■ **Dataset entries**
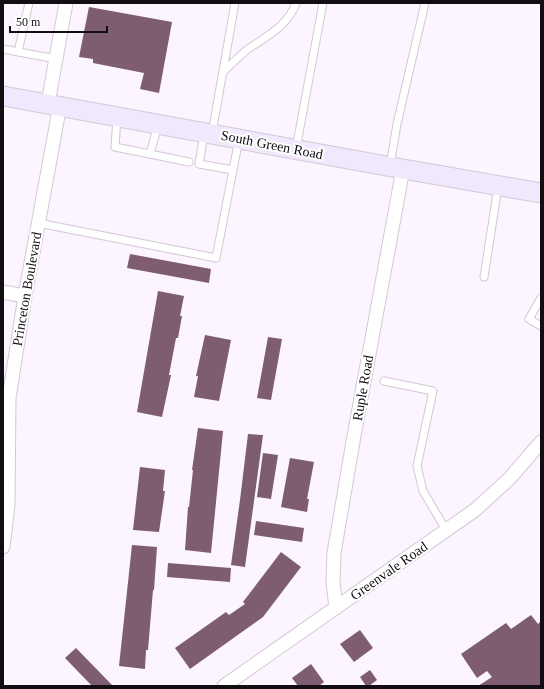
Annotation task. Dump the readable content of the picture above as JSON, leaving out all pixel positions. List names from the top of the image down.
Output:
{
  "streets": {
    "main road": ["South Green Road"],
    "street": ["Princeton Boulevard", "Ruple Road", "Greenvale Road"]
  },
  "crossings": [
    ["South Green Road", "Princeton Boulevard"],
    ["South Green Road", "Ruple Road"],
    ["Ruple Road", "Greenvale Road"]
  ],
  "scale_bar": "50 m"
}
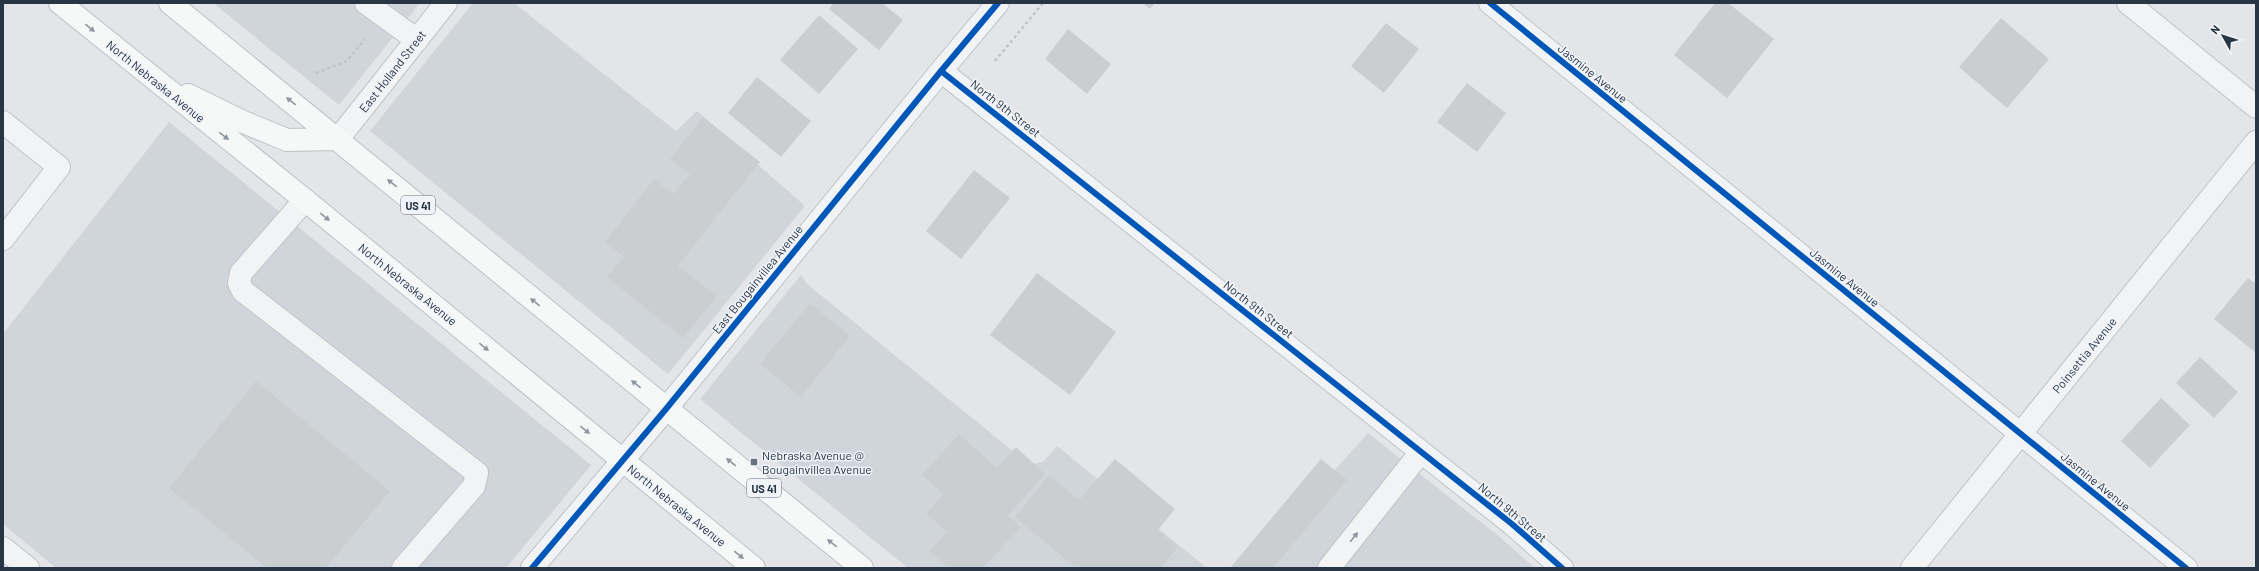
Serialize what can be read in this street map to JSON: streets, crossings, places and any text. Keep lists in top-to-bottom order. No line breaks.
{"streets":{"main road":["North Nebraska Avenue","US 41"],"street":["East Holland Street","Jasmine Avenue","North 9th Street","East Bougainvillea Avenue","Poinsettia Avenue"]},"crossings":[["East Holland Street","US 41"],["Jasmine Avenue","Poinsettia Avenue"],["North Nebraska Avenue","East Bougainvillea Avenue"],["North 9th Street","East Bougainvillea Avenue"],["US 41","East Bougainvillea Avenue"]],"places":{"transit":["Nebraska Avenue @ Bougainvillea Avenue"]},"north":"top left"}
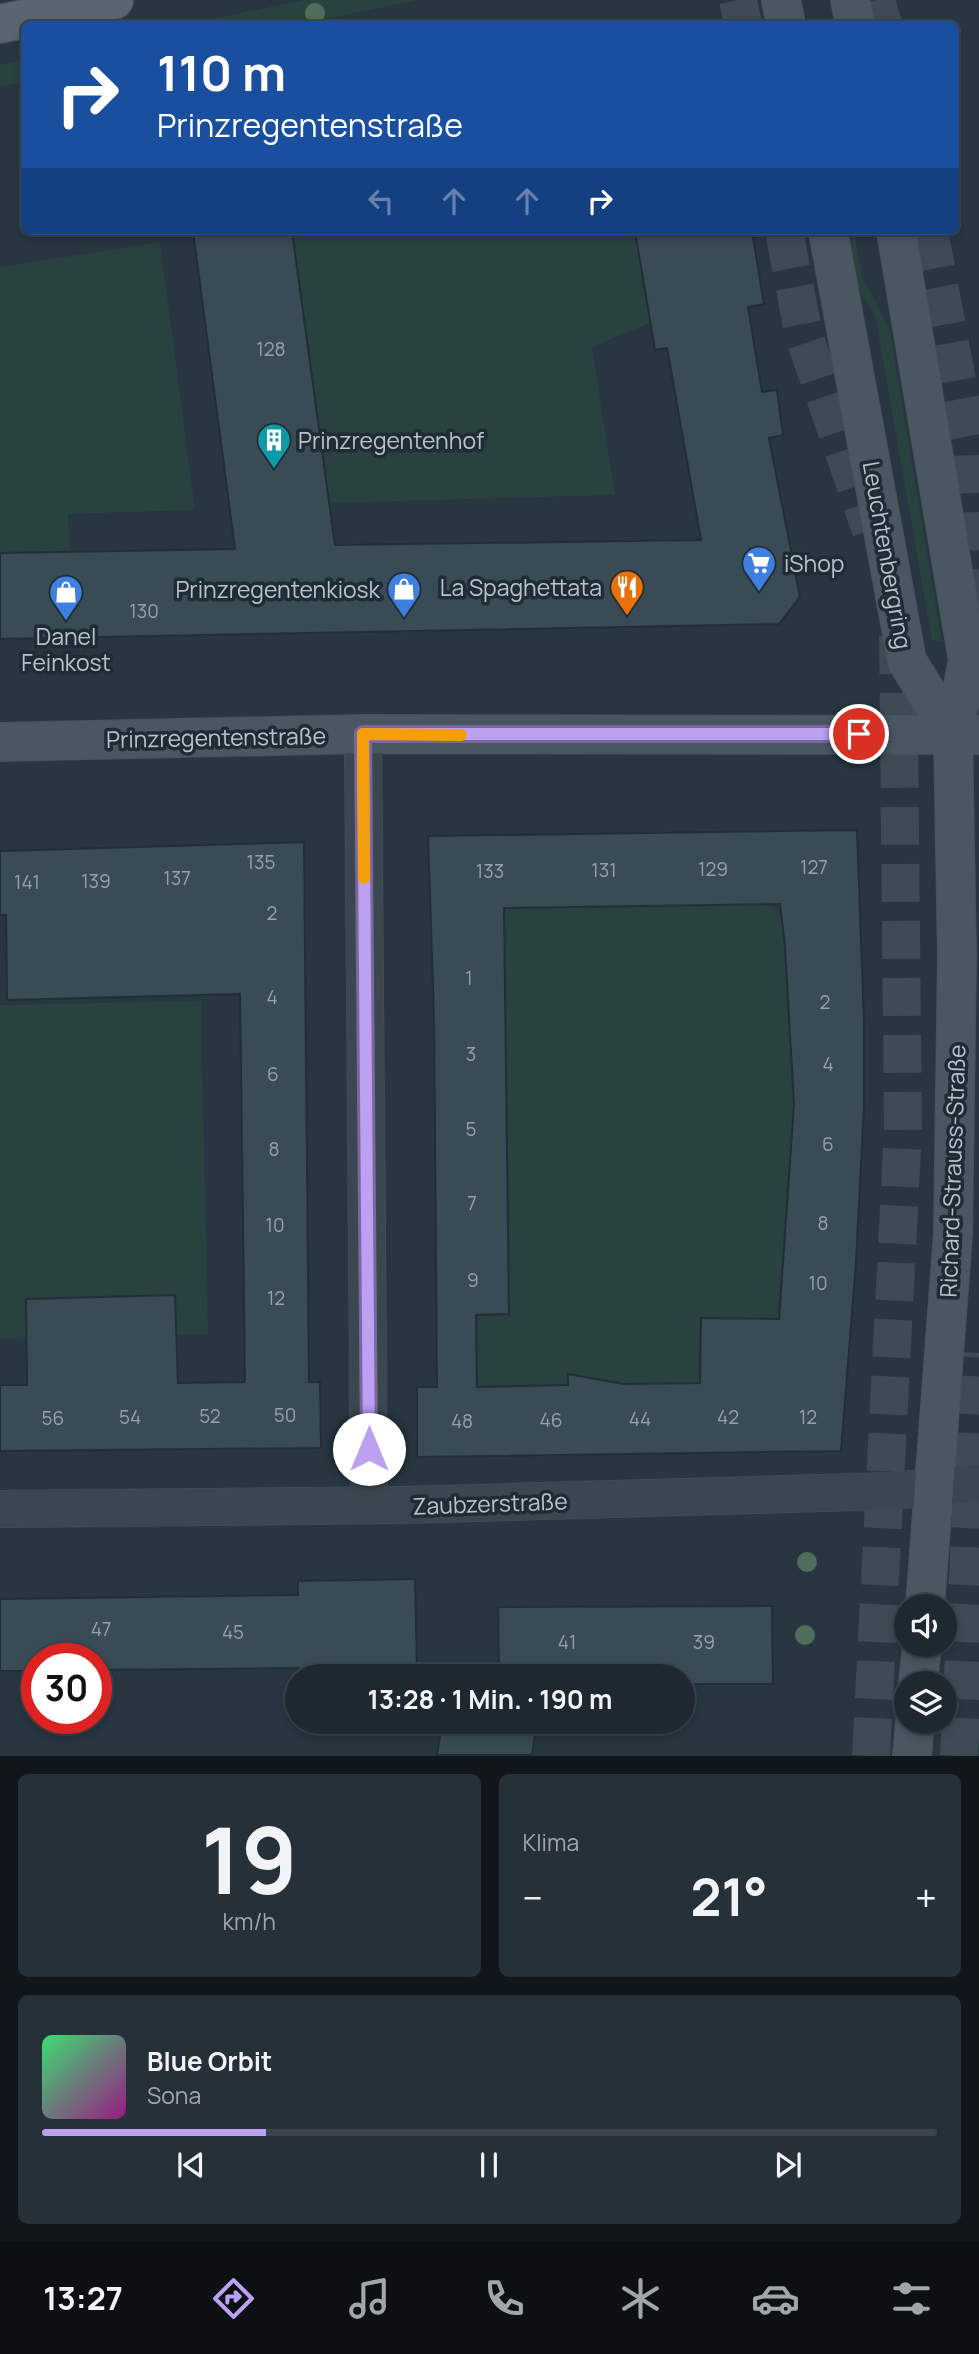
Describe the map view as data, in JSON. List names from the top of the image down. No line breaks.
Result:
{"streets":{"main road":["Leuchtenbergring","Prinzregentenstraße","Richard-Strauss-Straße"],"street":["Zaubzerstraße"]},"crossings":[["Leuchtenbergring","Prinzregentenstraße"],["Leuchtenbergring","Richard-Strauss-Straße"],["Prinzregentenstraße","Richard-Strauss-Straße"],["Richard-Strauss-Straße","Zaubzerstraße"]],"places":{"building":["Prinzregentenhof"],"supermarket":["iShop"],"restaurant":["La Spaghettata"],"shop":["Prinzregentenkiosk","Danel Feinkost"]},"house_numbers":["128","130","135","127","129","131","133","137","139","141","2","1","4","2","3","4","6","5","6","8","7","8","10","9","10","12","50","52","54","42","12","56","44","46","48","47","45","41","39"],"page":{"turn":["110 m","Prinzregentenstraße"],"limit":"30","trip":"13:28 · 1 Min. · 190 m","tile":[["19","km/h"],"Klima"],"heat":["−","21°","+"],"song":["Blue Orbit","Sona"],"tabs":"13:27"}}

■ **WHAT THE EXERCISE ASKS**
Your answer should consist of each line of the data above in which the word "down" occurs.

■ **EXPECTED ANSWER**
Annotation task. Dump the readable content of the picture above as JSON, leaving out all pixel positions. List names from the top of the image down.
Describe the map view as data, in JSON. List names from the top of the image down. No line breaks.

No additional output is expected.